One of the dogs broke off and rushed me; I spun and rolled, my eyes on the other white demon, its teeth clasped on the black wolf’s throat. Paul was gasping for breath, and the side of his face was soaked with crimson. I threw myself against the dog that held him, and the three of us crashed to the ground. The monster was heavy, blood-streaked, and all muscle. I grabbed for its throat with a pitifully weak human hand and missed.

Dead weight hit my back and I felt hot drool on my neck. I twisted just in time to avoid a killing bite from one dog and got the other’s teeth in my shoulder instead. I felt bone grate against bone—the sick, fiery sensation of the dog’s tooth sliding up against my collarbone.

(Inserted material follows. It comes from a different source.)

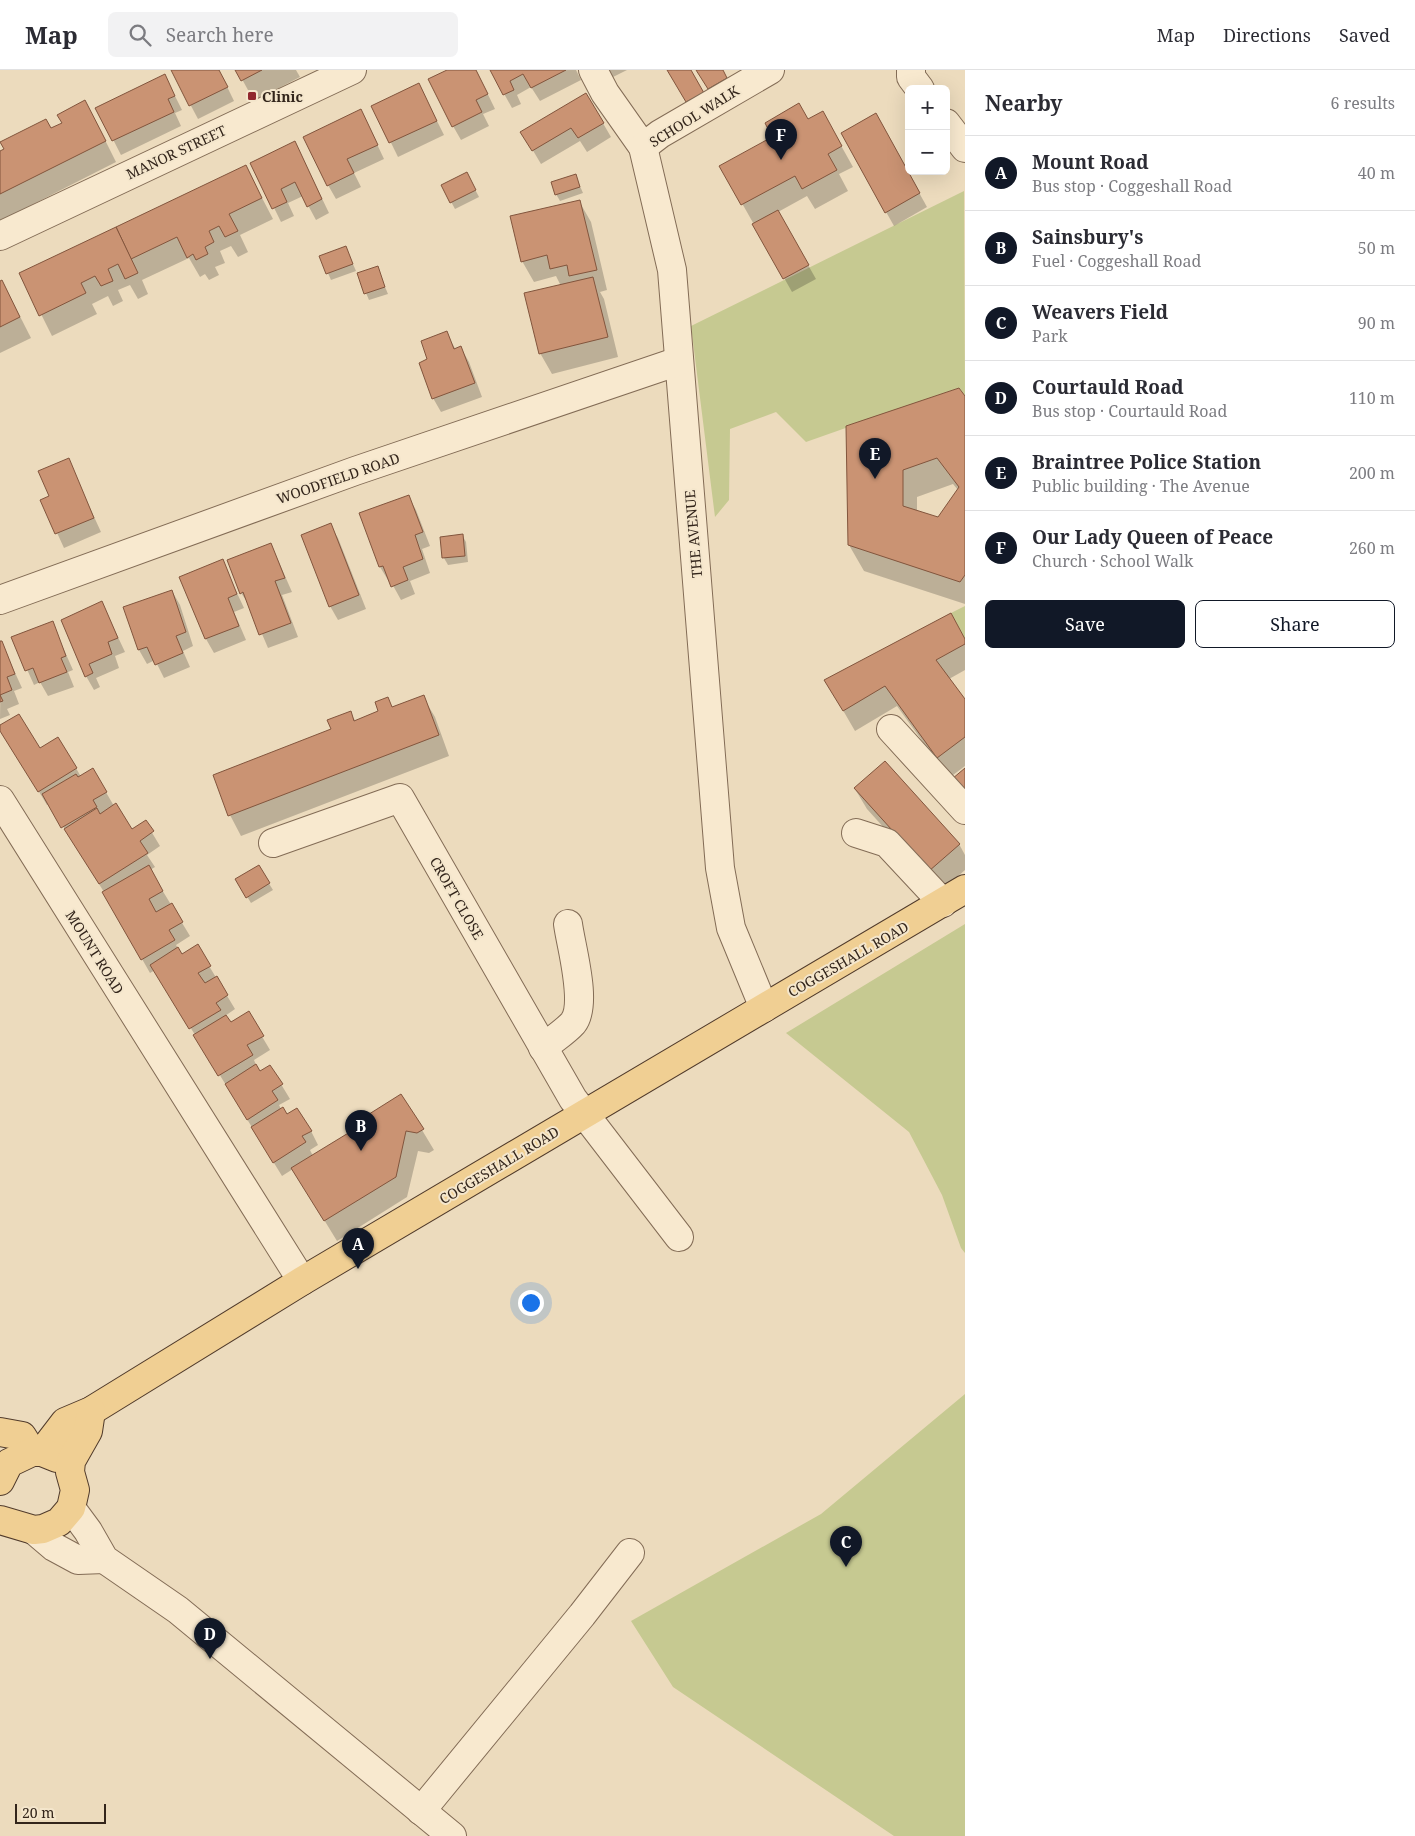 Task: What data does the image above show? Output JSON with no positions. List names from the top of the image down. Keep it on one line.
{"streets":{"main road":["COGGESHALL ROAD"],"street":["SCHOOL WALK","MANOR STREET","WOODFIELD ROAD","THE AVENUE","CROFT CLOSE","MOUNT ROAD"]},"crossings":[["SCHOOL WALK","THE AVENUE"],["WOODFIELD ROAD","THE AVENUE"],["THE AVENUE","COGGESHALL ROAD"],["CROFT CLOSE","COGGESHALL ROAD"],["MOUNT ROAD","COGGESHALL ROAD"]],"places":{"transit":["Clinic"]},"scale_bar":"20 m","page":{"header":"Map","search":"Search here","nav":["Map","Directions","Saved"],"heading":["Nearby","6 results"],"map_buttons":["+","−"],"pins":["F","E","B","A","C","D"],"list":[{"mark":"A","name":"Mount Road","note":"Bus stop · Coggeshall Road","value":"40 m"},{"mark":"B","name":"Sainsbury's","note":"Fuel · Coggeshall Road","value":"50 m"},{"mark":"C","name":"Weavers Field","note":"Park","value":"90 m"},{"mark":"D","name":"Courtauld Road","note":"Bus stop · Courtauld Road","value":"110 m"},{"mark":"E","name":"Braintree Police Station","note":"Public building · The Avenue","value":"200 m"},{"mark":"F","name":"Our Lady Queen of Peace","note":"Church · School Walk","value":"260 m"}],"buttons":["Save","Share"],"scale":"20 m"}}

“Beck!” I yelled. It was maddeningly hard to think through the pain and with Paul dying in front of me. Still, I remembered that little terrier—fast, deadly, brutal. I snaked a hand forward to the dog that had the murder grip on Paul’s neck. I grabbed the front leg, found the joint, and I didn’t think about the blood. I didn’t think about the sound it was going to make. I didn’t think about anything but the mechanical action of

snap.

The dog’s eyes rolled. It whistled through its nose but didn’t release its grip.

My survival instinct was screaming at me to get the other animal off me; it was shaking and grinding my shoulder in jaws that felt iron-heavy and fire-hot. I imagined I could feel my bones wrenching free from their proper positions. I imagined my arm was being torn from its socket. But Paul couldn’t wait.

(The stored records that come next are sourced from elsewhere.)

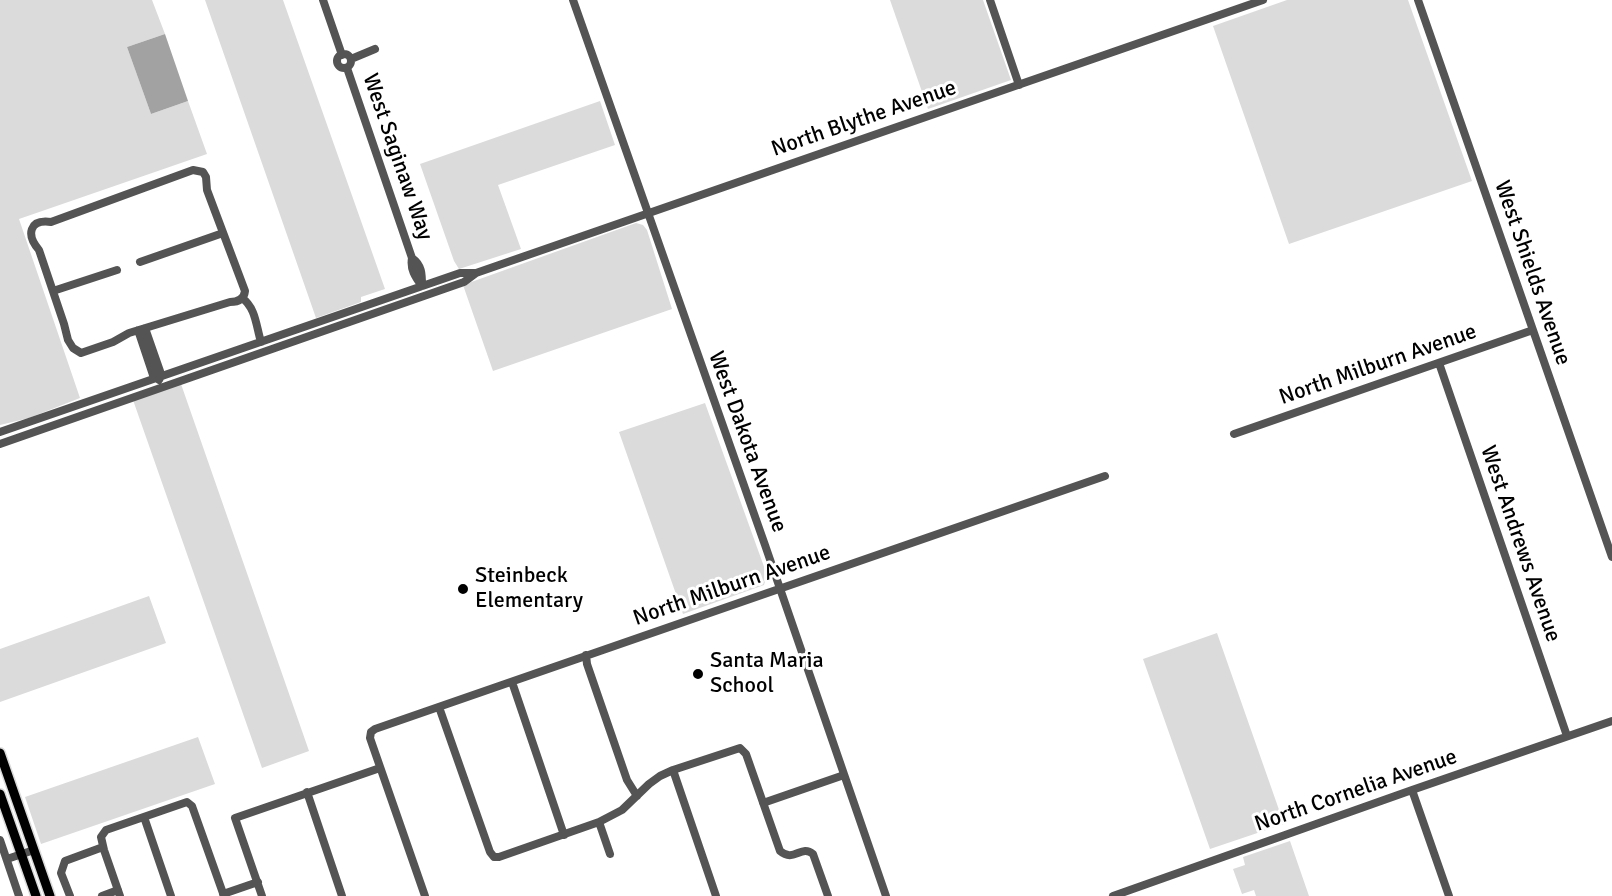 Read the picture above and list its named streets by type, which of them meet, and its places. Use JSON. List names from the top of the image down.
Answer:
{
  "streets": {
    "street": [
      "North Blythe Avenue",
      "West Saginaw Way",
      "West Shields Avenue",
      "North Milburn Avenue",
      "West Dakota Avenue",
      "West Andrews Avenue",
      "North Cornelia Avenue"
    ]
  },
  "crossings": [
    ["North Blythe Avenue", "West Saginaw Way"],
    ["North Blythe Avenue", "West Dakota Avenue"],
    ["West Shields Avenue", "North Milburn Avenue"],
    ["North Milburn Avenue", "West Dakota Avenue"],
    ["North Milburn Avenue", "West Andrews Avenue"],
    ["West Andrews Avenue", "North Cornelia Avenue"]
  ],
  "places": ["Steinbeck Elementary", "Santa Maria School"]
}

I couldn’t feel my right arm very well, but with my left I grabbed a handful of dog throat in my hand and twisted, tightened, suffocated, until I heard the monster gasping. I was that little terrier. The dog was tireless in its grip on Paul’s neck, but I was equally tireless in mine. Reaching up from under the other dog that was grinding my shoulder down, I flopped my dead right hand over the first dog’s nose and pressed its nostrils closed. I didn’t think of anything—my mind was far away, in the house, someplace warm, listening to music, reading a poem, anywhere but here, killing.

For a terrible minute nothing happened. Sparks flashed before my eyes. Then the dog flopped to the ground, and Paul fell out of its grip. There was blood everywhere—mine, Paul’s, the dog’s.